On Mar 15, 12:14 am, Ivan Godard <
i...@ootbcomp.com> wrote:
> On 3/14/2013 7:36 PM, Paul A. Clayton wrote:
[snip]
> Wow, you cite a ton of interesting ideas. Shame you weren't on our
> effort several years ago :-)
It was once proposed that I would be useful for
brainstorming.
> I'm going to ignore all the things related to pre-parsing and trace
> cache where it cache is not simply a repository of bytes. Those are
> interesting but require either being able to to recognize instruction
> boundaries in an arbitrary byte sequence, or require post-decoration
> techniques where the trace is built as untraced raw instructions are
> parsed and executed. I've no argument that the methods work, but they
> seem mostly of value when you must deal with legacy codes, and I have
> little experience with that.
Fill-time predecode is a fairly common technique, even
for x86. With fixed-size (aligned) instructions
finding instruction boundaries is trivial and some VLEs
facilitate low overhead boundary determination (e.g.,
S/360's two-bit length indicator in a fixed position of
the first parcel or using one or two bits in each
parcel to indicate end of instruction). Even if the
line must be significantly decoded before cache fill,
this need not greatly hinder performance (some x86
implementations do this to put a stop/continue bit for
each byte to ease later decoding).
[snip]
> It's clear that the extra size is irrelevant in the absence of
> thrashing. Many programs spend all their time in tight loops that fit.

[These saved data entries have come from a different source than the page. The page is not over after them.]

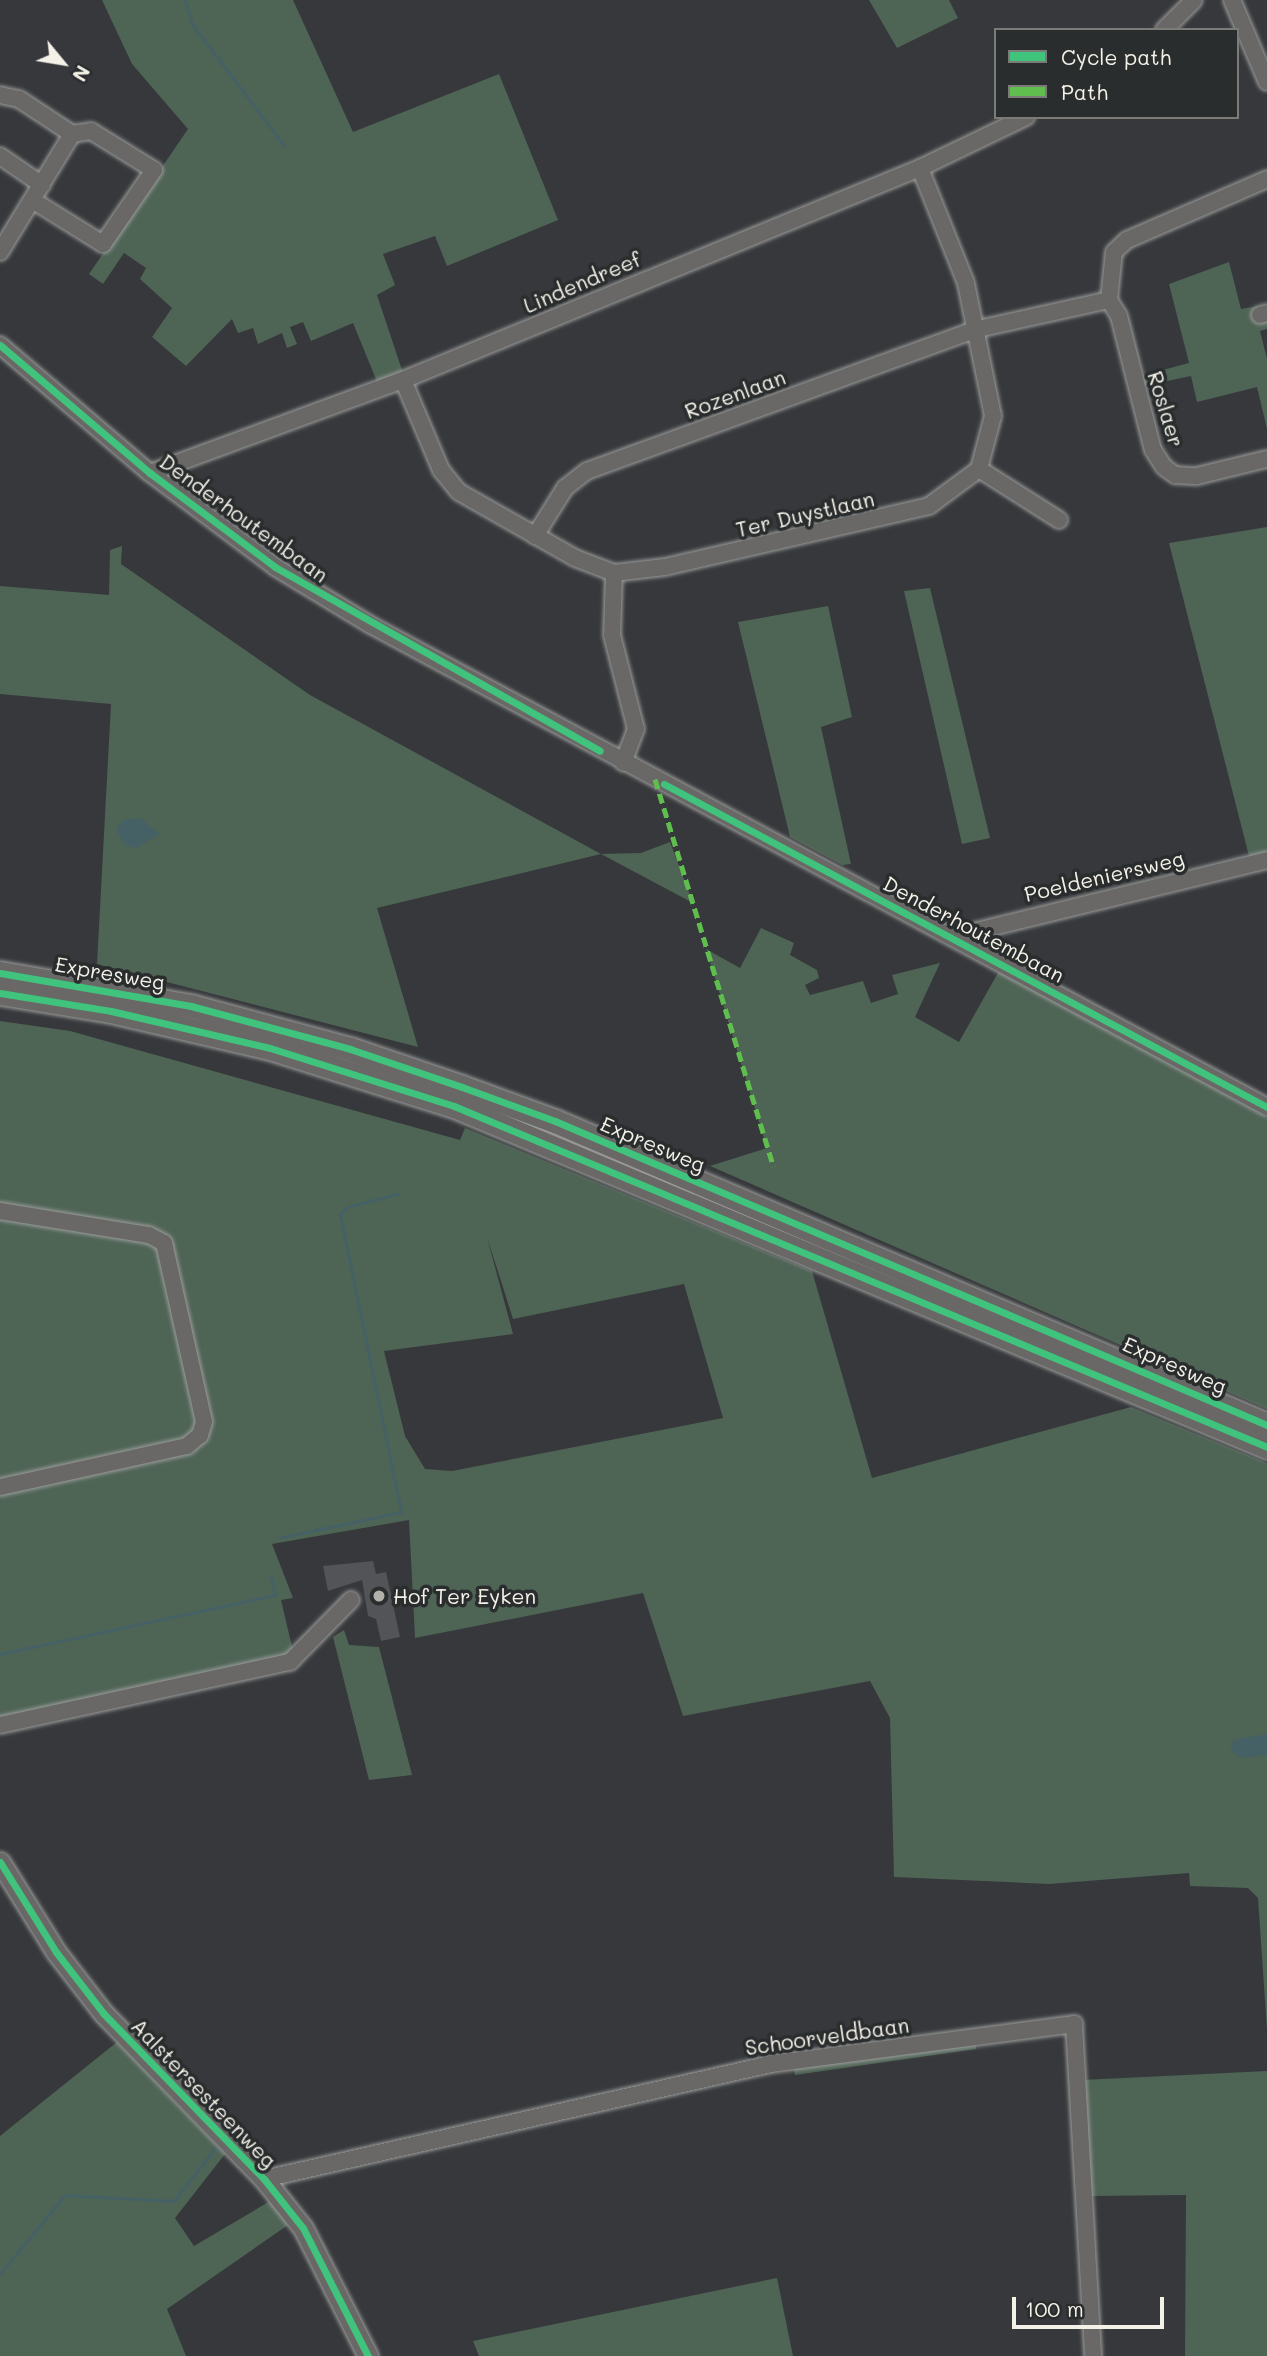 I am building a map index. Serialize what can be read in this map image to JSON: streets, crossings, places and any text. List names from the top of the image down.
{
  "streets": {
    "highway": ["Expresweg"],
    "main road": ["Aalstersesteenweg"],
    "street": [
      "Lindendreef",
      "Rozenlaan",
      "Roslaer",
      "Ter Duystlaan",
      "Denderhoutembaan",
      "Poeldeniersweg",
      "Schoorveldbaan"
    ]
  },
  "crossings": [
    ["Lindendreef", "Denderhoutembaan"],
    ["Denderhoutembaan", "Poeldeniersweg"],
    ["Schoorveldbaan", "Aalstersesteenweg"]
  ],
  "places": ["Hof Ter Eyken"],
  "legend": ["Cycle path", "Path"],
  "scale_bar": "100 m",
  "north": "bottom right"
}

> The extra cache is an attack on Amdahl's law: if only 10% of execution
> is in code that thrashes, and thrashing causes a 10X loss of throughput,
> then getting out of thrashing mode doubles the overall performance. Of
> course, some programs will thrash in the doubled cache too, and some
> can't use it, so the doubling is only valuable in codes within a window
> of working set sizes. In my experience that window is populated enough
> that I care, YMMV.
I was under the impression that the Icache busting codes
tended to be much larger rather than just a little larger.
(I think the current Itanium's have a 512KiB L2 Icache--
even with its low code density that would probably be
greater than 128KiB for x86--and PA-RISC [for which
Itanium is a replacement] used huge L1 Icaches.)
> As for why existing chips don't make the i$1 bigger, I appeal to Andy or
> Mitch to suggest an answer. My understanding is that by and large the
> cache is made at least 32K for thrash prevention, and as much bigger as
> possible as will not cause an extra pipe stage under the clock and stage
> height constraints dictated by other parts of the microarchitecture. I'm
> told that power is more determined by wayness and fetch width (i.e.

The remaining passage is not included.